Nur bundeseinheitliche Vorgaben im Bereich der Genehmigungsverfahren für Veranstaltungen sichern der Branche eine Möglichkeit zur Wiederaufnahme der kulturellen und wirtschaftlichen Tätigkeiten. Nur so kann nach so langer Zeit ein professionelles und sicheres Umfeld bei Veranstaltungen gewährleistet werden und verloren gegangenes Vertrauen der Veranstaltungsbesucher wieder entstehen.
9. Öffentliche Unterstützung für einen wichtigen Wirtschaftszweig
Die Branche benötigt ein eindeutiges Bekenntnis der politischen Führung Deutschlands zur Messeund Veranstaltungswirtschaft und zum Besuch von Präsenzveranstaltungen. Das vom Forum vorgestellte Konjunkturprogramm „Die Zukunft gemeinsam gestalten“ zeigt den Weg zu einer Stärkung des politischen Dialogs mit den Bürgern, damit aber gleichsam auch aller Sparten der Veranstaltungswirtschaft. Aktuelle wirtschaftliche und politische Themen können in Veranstaltungen integriert und so mit den Bürgern diskutiert werden. Die Unternehmen der Veranstaltungsbranche würden bei Umsetzung des vom Forum Veranstaltungswirtschaft erarbeiteten Programms, gezielt mit öffentlichen Mitteln gefördert und profitierten von einer dringend notwendigen Konjunkturspritze, die vielen Firmen das wirtschaftliche Überleben ermöglichen wird und zugleich viele Arbeitsplätze sichert.

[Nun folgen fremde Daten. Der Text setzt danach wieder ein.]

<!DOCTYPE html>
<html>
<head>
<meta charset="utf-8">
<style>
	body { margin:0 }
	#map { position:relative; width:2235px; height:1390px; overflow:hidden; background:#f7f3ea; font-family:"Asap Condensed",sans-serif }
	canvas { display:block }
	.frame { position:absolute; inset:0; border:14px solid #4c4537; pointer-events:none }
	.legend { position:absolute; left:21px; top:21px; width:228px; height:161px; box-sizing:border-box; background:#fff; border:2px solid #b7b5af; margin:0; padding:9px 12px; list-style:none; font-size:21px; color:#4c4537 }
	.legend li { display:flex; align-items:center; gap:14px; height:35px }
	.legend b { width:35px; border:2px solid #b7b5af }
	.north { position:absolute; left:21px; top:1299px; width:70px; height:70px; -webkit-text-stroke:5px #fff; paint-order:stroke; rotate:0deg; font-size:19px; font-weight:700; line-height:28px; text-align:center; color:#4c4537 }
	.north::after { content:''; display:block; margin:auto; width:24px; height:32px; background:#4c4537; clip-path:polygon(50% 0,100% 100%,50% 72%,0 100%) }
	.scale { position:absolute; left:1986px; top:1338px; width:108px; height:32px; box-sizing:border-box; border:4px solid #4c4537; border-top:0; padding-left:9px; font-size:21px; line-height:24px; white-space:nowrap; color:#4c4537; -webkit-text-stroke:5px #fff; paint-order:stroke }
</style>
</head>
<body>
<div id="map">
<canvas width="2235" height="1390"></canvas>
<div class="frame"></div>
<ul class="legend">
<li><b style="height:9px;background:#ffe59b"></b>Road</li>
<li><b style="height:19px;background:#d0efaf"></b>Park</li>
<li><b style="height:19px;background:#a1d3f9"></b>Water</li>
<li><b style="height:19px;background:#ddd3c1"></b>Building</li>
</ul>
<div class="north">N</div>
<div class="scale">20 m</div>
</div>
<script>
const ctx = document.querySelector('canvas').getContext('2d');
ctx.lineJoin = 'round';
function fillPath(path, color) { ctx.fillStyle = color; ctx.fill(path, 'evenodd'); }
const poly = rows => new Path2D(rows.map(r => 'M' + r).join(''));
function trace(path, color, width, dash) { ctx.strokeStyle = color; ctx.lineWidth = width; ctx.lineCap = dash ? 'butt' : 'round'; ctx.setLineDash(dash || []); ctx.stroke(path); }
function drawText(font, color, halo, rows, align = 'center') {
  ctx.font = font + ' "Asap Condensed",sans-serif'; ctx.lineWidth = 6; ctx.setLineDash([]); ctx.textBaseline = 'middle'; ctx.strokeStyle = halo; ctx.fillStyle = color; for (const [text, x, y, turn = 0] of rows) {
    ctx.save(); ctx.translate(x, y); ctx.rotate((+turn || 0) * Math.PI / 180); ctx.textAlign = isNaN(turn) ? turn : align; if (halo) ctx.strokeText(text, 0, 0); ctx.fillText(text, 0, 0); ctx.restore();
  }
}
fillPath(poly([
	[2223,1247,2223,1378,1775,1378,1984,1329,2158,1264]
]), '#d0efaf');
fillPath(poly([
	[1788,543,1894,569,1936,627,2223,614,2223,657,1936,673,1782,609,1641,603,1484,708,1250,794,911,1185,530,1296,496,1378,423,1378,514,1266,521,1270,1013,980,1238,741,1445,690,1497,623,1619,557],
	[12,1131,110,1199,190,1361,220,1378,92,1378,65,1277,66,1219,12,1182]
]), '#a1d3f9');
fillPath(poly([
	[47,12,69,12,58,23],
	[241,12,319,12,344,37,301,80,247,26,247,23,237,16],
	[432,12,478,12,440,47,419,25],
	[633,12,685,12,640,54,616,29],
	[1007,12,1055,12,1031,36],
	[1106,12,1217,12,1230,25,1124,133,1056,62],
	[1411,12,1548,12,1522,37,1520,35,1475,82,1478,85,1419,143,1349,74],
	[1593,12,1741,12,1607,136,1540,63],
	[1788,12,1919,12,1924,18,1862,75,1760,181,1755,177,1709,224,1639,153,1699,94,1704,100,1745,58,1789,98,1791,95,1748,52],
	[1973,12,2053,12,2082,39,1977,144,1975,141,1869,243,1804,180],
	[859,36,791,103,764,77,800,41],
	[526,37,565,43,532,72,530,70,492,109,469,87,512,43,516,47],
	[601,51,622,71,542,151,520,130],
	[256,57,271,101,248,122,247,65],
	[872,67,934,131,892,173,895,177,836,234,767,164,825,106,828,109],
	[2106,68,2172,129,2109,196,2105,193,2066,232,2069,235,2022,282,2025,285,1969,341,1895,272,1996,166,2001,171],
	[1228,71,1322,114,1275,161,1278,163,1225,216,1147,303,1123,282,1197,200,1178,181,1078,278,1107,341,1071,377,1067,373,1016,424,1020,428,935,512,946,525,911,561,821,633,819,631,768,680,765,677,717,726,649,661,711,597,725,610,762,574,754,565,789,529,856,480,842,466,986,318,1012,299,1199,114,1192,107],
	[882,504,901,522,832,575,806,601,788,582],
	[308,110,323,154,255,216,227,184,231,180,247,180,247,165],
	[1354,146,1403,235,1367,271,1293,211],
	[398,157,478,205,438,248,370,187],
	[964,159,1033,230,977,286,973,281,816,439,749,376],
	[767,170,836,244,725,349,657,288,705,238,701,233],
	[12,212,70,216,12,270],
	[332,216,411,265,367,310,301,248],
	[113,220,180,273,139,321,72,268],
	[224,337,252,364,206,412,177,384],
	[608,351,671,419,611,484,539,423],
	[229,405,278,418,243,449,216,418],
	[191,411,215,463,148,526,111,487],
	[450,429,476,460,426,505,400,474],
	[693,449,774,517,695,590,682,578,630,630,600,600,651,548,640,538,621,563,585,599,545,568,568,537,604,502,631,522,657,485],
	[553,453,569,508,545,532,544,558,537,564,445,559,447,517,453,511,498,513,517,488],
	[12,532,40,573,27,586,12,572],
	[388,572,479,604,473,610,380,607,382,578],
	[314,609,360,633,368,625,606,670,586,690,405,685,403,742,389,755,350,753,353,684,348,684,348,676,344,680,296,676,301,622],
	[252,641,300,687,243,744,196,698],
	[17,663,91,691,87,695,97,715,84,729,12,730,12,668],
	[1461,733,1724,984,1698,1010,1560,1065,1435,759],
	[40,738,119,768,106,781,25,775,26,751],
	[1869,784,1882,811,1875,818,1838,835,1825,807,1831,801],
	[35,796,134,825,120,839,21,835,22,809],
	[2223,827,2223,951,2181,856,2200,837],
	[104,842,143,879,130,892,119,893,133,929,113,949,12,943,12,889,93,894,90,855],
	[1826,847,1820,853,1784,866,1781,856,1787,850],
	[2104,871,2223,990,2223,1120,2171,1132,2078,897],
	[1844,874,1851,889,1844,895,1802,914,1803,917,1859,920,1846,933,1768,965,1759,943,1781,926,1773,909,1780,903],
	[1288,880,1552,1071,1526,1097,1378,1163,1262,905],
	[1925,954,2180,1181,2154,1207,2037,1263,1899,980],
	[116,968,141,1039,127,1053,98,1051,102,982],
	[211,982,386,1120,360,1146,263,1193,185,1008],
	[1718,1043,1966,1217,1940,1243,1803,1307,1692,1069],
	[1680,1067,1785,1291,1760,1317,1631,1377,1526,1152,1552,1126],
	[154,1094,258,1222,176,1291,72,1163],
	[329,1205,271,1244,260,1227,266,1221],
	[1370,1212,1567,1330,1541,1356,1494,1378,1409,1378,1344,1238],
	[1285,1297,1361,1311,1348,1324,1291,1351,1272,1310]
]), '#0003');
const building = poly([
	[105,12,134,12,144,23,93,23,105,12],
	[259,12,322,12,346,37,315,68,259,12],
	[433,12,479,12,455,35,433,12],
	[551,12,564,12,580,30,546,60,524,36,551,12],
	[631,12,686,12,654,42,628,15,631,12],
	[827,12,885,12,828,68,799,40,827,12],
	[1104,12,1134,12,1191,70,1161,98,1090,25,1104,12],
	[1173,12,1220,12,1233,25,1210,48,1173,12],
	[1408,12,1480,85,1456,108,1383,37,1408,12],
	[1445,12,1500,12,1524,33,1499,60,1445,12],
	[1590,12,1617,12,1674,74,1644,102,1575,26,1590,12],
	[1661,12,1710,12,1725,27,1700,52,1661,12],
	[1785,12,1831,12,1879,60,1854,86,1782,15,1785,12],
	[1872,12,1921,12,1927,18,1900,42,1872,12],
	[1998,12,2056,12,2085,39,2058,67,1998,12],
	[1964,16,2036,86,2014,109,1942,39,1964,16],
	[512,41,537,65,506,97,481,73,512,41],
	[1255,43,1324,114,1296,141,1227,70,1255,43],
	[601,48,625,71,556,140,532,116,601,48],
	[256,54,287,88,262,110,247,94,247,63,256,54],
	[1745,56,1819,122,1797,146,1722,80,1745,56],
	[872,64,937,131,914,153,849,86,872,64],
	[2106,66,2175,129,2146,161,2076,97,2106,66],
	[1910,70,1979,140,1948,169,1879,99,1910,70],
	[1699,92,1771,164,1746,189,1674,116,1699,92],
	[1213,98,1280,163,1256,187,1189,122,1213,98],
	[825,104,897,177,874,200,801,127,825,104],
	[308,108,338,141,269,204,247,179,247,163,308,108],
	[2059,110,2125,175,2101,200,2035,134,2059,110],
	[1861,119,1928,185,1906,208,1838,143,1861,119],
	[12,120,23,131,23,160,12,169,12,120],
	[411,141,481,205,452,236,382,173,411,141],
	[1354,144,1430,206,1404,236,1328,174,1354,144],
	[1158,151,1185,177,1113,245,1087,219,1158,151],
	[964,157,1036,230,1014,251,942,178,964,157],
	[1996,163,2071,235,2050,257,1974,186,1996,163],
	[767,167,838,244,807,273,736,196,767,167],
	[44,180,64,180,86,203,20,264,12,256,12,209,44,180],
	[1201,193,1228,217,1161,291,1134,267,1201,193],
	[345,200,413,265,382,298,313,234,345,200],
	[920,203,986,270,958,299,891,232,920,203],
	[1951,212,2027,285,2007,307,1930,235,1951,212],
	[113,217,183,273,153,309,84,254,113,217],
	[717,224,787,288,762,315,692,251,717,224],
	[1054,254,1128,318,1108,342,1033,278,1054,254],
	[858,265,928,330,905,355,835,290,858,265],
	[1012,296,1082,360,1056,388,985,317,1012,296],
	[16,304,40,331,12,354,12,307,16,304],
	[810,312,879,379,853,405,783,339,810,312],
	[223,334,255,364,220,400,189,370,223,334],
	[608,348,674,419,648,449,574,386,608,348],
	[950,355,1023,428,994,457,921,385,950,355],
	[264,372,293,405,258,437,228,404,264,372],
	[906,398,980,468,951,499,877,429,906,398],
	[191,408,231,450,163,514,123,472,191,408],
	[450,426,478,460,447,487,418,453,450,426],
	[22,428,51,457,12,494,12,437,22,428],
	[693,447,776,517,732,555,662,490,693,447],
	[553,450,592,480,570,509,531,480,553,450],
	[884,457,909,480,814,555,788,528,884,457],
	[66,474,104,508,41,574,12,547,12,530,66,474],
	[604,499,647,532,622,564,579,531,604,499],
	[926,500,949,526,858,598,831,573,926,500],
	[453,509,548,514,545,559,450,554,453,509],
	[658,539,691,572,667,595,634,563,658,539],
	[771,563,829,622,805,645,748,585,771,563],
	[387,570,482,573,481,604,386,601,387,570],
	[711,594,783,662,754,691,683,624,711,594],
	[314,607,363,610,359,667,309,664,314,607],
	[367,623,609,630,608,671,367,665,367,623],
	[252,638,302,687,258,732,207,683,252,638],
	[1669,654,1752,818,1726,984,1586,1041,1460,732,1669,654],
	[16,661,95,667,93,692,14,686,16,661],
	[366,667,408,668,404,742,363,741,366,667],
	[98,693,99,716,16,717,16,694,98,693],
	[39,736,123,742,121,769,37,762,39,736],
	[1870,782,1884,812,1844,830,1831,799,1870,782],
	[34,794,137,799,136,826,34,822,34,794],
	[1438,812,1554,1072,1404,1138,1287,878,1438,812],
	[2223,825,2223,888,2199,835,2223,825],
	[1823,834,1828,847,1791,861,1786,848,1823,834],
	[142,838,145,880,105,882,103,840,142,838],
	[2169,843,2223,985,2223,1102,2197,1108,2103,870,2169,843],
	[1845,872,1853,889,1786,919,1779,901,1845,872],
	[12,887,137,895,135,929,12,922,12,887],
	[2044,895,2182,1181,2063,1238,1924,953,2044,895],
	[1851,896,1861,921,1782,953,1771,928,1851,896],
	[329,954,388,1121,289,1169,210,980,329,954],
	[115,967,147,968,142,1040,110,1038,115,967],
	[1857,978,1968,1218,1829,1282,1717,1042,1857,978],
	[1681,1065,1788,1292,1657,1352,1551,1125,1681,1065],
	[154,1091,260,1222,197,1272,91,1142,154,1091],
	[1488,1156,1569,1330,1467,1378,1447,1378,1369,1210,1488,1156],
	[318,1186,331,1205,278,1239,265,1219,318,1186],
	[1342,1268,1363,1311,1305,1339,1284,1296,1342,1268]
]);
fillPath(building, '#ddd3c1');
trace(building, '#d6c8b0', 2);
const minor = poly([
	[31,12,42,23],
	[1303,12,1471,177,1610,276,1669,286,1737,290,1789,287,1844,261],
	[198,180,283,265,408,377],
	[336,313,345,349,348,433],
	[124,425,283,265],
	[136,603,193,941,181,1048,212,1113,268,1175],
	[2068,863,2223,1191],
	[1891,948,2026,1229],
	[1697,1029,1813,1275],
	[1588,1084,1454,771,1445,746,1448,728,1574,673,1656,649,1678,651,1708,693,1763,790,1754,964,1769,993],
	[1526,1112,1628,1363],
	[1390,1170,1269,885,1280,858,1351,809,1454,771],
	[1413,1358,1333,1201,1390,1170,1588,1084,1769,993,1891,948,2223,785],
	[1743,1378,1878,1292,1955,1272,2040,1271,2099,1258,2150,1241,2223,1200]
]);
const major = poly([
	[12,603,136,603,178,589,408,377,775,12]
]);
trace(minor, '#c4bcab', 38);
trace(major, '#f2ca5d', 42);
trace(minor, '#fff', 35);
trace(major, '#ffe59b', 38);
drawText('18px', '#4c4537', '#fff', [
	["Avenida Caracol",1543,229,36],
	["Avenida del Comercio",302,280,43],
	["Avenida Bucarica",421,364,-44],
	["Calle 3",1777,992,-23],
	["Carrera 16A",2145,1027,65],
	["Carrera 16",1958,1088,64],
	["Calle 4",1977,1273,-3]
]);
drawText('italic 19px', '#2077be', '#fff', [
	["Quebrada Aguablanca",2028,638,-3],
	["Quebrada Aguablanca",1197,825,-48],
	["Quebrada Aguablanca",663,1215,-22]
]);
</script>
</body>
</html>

Das Forum Veranstaltungswirtschaft ist die Allianz sechs maßgeblicher Verbände des Wirtschaftsbereichs. Dazu zählen: der BDKV (Bundesverband der Konzert- und Veranstaltungswirtschaft e.V.), der EVVC (Europäischer Verband der Veranstaltungs-Centren e.V.), der FAMA (Fachverband Messen und Ausstellungen e.V.), die ISDV (Interessengemeinschaft der selbständigen Dienstleisterinnen und Dienstleister in der Veranstaltungswirtschaft e.V.), der LIVEKOMM (Verband der Musikspielstätten in Deutschland e.V.) und der VPLT (Der Verband für Medien- und Veranstaltungstechnik e.V.).